Day trips to neighboring Romania, which was suffering under the dictator Nicolae Ceaușescu at the time, were a very special adventure. For Sanja and her family, these journeys were a mixture of thrills and business. They packed the car full of things that were barely available in Romania: spices like Vegeta, paprika powder, chewing gum, and above all, bay leaves.
They sold their brought-along goods at the market in Drobeta Turnu Severin, the city directly on the other side of the Danube. The Romanian money they earned – the lei – was spent again immediately, often on toys or food. Although gawning emptiness reigned in the Romanian shops, the few available goods seemed dirt cheap to Sanja and her family because of the lucrative trade.
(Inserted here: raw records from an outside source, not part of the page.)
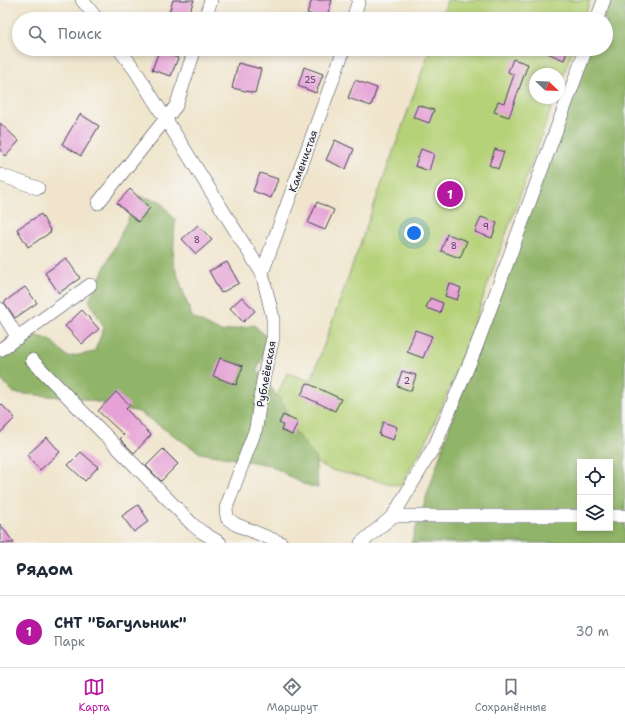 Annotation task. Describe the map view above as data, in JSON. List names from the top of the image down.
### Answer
{
  "streets": {
    "street": ["Каменистая", "Рублеёвская"]
  },
  "crossings": [
    ["Каменистая", "Рублеёвская"]
  ],
  "house_numbers": [
    "25",
    "9",
    "8",
    "8",
    "2"
  ],
  "north": "bottom right",
  "page": {
    "search": "Поиск",
    "pins": "1",
    "heading": "Рядом",
    "list": [
      {
        "mark": "1",
        "name": "СНТ \"Багульник\"",
        "note": "Парк",
        "value": "30 m"
      }
    ],
    "nav": ["Карта", "Маршрут", "Сохранённые"]
  }
}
Filling up the car’s fuel tank was particularly important to the family, Sanja recalls. However, carrying fuel in canisters was forbidden. But the family found a way around it: once they arrived back home, the petrol was siphoned out of the car’s tank, and they drove back to Romania with an empty tank to fill up once again.
As a child, these trips meant above all one thing: stress. Sometimes they were stuck for hours in the heat at the border crossing because the Romanian border guards inspected the cars intensely. "It was always a tense situation in the car. Everyone was nervous until we were finally back across the border in Yugoslavia."
Back then, the 54-year-old remembers, everyone in the country got along. Whether Croats, Montenegrins, Bosnians, or Serbs – the language was basically the same, they were one people. The fact that only a few years later, starting in 1991 with the secession of Slovenia, everything would plunge into a cruel war was hard for ordinary people to understand at the time. For Sanja, the subsequent war was pure politics, made by those at the top. "I don't need anything from the Croats," she says today. "Everyone has enough land. And it is big enough for all of us."
When the now 54-year-old looks back on that time, she knows she had a good childhood. She lacked nothing. Today, her sister and her daughter live in the Netherlands. She deeply enjoys the fact that nowadays she can simply go to the airport in Belgrade and fly to Amsterdam without having to apply for a visa beforehand. This allows her to regularly be a part of her family’s life. Yet, just as often, the family is drawn back to Kladovo on the Danube – to the small, safe place where people still greet each other on the street.